GeoEnrichment adds location intelligence to the data by providing facts about a location or an area. Using GeoEnrichment, you can get information about the people and places in a specific area or within a certain distance or drive time from a location. It enables you to query and use information from a large collection of data sets including population, income, housing, consumer behavior, and the natural environment. GeoEnrichment enables you to answer questions about locations that you can't answer with maps alone. For example: What kind of people live here? What do people like to do in this area? What are their habits and lifestyles?
GeoEnrichment makes your analysis more powerful by adding global demographic, spending, lifestyle or business features at different geographical levels such as city, county, region, state and country. Demographic features (Population, Age, Education etc.) and Socio-economic features (Income, Education, Wealth etc.) can be easily added to your location data, making it more intelligent. Feature Engineering is one of the key aspects of any Data Science project as it involves adding new features to the data to increase the predictive power of a learning algorithm. With GeoEnrichment, you can quickly add more features to your location data, helping your algorithms make better predictions.

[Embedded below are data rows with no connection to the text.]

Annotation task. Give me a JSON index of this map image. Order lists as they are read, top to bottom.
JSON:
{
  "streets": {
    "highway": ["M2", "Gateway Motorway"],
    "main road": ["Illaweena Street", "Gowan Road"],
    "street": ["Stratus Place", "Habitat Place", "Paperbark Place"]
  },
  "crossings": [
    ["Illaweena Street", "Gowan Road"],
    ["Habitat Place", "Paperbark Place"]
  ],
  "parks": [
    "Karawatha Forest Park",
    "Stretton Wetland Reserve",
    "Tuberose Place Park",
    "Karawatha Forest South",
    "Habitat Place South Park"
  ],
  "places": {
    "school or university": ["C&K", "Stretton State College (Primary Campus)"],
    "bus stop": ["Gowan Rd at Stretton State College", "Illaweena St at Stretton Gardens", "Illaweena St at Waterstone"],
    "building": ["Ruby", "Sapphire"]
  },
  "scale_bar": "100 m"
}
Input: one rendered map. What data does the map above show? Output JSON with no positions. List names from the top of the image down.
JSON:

To understand how GeoEnrichment adds value, let's imagine that a retail giant is evaluating potential sites to open new stores where the conditions for evaluation include competition, traffic, economic feasibility and market potential of different geographic areas. With GeoEnrichment, they can dig into at an average shoppers' lifestyle, income, spending, education and other socio-demographic factors for different neighborhoods to understand their potential customers and make an educated decision when choosing new sites.

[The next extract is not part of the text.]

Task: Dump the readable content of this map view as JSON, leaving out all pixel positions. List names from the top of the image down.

A user must be logged on to a GIS in order to use GeoEnrichment. Geoenrichment functionality is available in the arcgis.geoenrichment
module.
To enable GeoEnrichment, an ArcGIS Online subscription is needed or ArcGIS Enterprise needs to be configured with GeoEnrichment utility service. GeoEnrichment operations consume credits. Credits are the currency used across ArcGIS and are consumed for specific transactions. Learn more about credit consumption for GeoEnrichment here.
The picture below illustrates how geoenrichment
module is organized.
You can enrich your data in 2 ways:
enrich()
method from arcgis.geoenrichment
module.The enrich()
method returns a Spatiallly Enabled Data Frame. This data frame can be saved as a new feature layer Item in your GIS and used for analysis or visualization on a map. However, if you would like to enrich an existing FeatureLayer, then use the enrich_layer()

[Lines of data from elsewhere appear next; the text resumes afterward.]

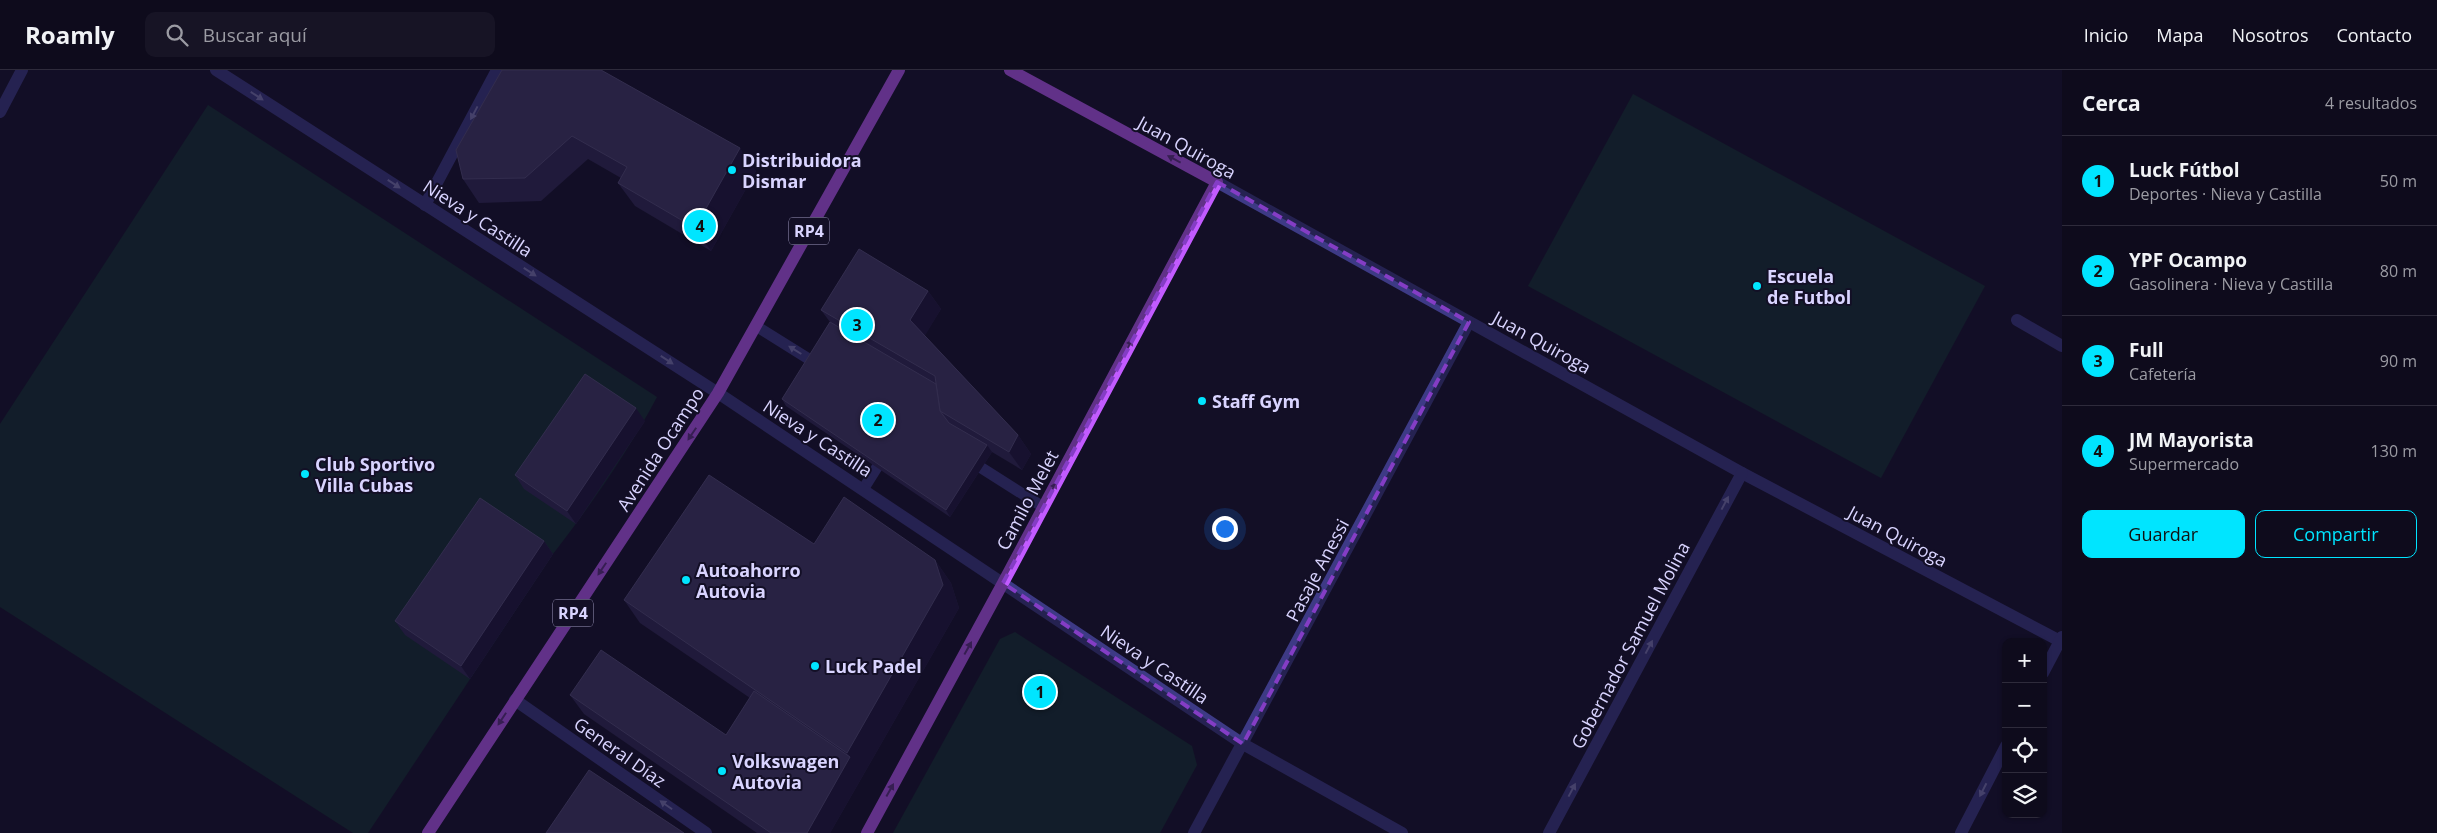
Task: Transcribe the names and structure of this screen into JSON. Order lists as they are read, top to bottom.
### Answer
{
  "streets": {
    "main road": [
      "Juan Quiroga",
      "RP4",
      "Avenida Ocampo",
      "Camilo Melet"
    ],
    "street": [
      "Nieva y Castilla",
      "Pasaje Anessi",
      "Gobernador Samuel Molina",
      "General Díaz"
    ]
  },
  "crossings": [
    ["Juan Quiroga", "Camilo Melet"],
    ["Juan Quiroga", "Pasaje Anessi"],
    ["Juan Quiroga", "Gobernador Samuel Molina"],
    ["Nieva y Castilla", "Avenida Ocampo"],
    ["Nieva y Castilla", "Camilo Melet"],
    ["Nieva y Castilla", "Pasaje Anessi"],
    ["Avenida Ocampo", "General Díaz"]
  ],
  "one_way": [
    "Nieva y Castilla",
    "Avenida Ocampo",
    "Camilo Melet",
    "Gobernador Samuel Molina",
    "General Díaz"
  ],
  "places": [
    "Distribuidora Dismar",
    "Escuela de Futbol",
    "Staff Gym",
    "Club Sportivo Villa Cubas",
    "Autoahorro Autovia",
    "Luck Padel",
    "Volkswagen Autovia"
  ],
  "page": {
    "header": "Roamly",
    "search": "Buscar aquí",
    "nav": [
      "Inicio",
      "Mapa",
      "Nosotros",
      "Contacto"
    ],
    "heading": ["Cerca", "4 resultados"],
    "list": [
      {
        "mark": "1",
        "name": "Luck Fútbol",
        "note": "Deportes · Nieva y Castilla",
        "value": "50 m"
      },
      {
        "mark": "2",
        "name": "YPF Ocampo",
        "note": "Gasolinera · Nieva y Castilla",
        "value": "80 m"
      },
      {
        "mark": "3",
        "name": "Full",
        "note": "Cafetería",
        "value": "90 m"
      },
      {
        "mark": "4",
        "name": "JM Mayorista",
        "note": "Supermercado",
        "value": "130 m"
      }
    ],
    "pins": [
      "4",
      "3",
      "2",
      "1"
    ],
    "buttons": ["Guardar", "Compartir"],
    "map_buttons": ["+", "−"]
  }
}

method from the arcgis.features
module. The result will be a new layer of input features that includes enriched data.
Let's look at a simple example of GeoEnrichment
in action. Suppose a company wants to open a healthcare facility somewhere in Los Angeles, CA. They have a sample dataset of existing healthcare providers with their address details for the target areas (represented by their zip codes). The company wants to understand the demographics of each zip code to make the right decision.
Let's import this data and make it richer with GeoEnrichment
.
# Import Libraries
import pandas as pd
from arcgis.gis import GIS
from arcgis.geoenrichment import Country
# Create a GIS Connection
gis = GIS(profile='your_online_profile')
# Read the data
df = pd.read_csv('../data/health.csv')
df
Number of Beds | Name | Address | City | State | Zip Code | |
---|---|---|---|---|---|---|
0 | 156 | Facility 1 | 2468 SOUTH ST ANDREWS PLACE | LOS ANGELES | CA | 90018 |
1 | 59 | Facility 2 | 2300 W. WASHINGTON BLVD. | LOS ANGELES | CA | 90018 |
2 | 25 | Facility 3 | 4060 E. WHITTIER BLVD. | LOS ANGELES | CA | 90023 |
3 | 49 | Facility 4 | 6070 W. PICO BOULEVARD | LOS ANGELES | CA | 90035 |
4 | 55 | Facility 5 | 1480 S. LA CIENEGA BL | LOS ANGELES | CA | 90035 |
This dataset shows 5 providers with their address details. The providers are located in Zip Codes 90018, 90023 and 90035.
Let's enrich
this dataset with socio-demographic factors such as Total Population, Median Age, Median Household Income, Diversity Index, Education
for each zip code to better understand these areas.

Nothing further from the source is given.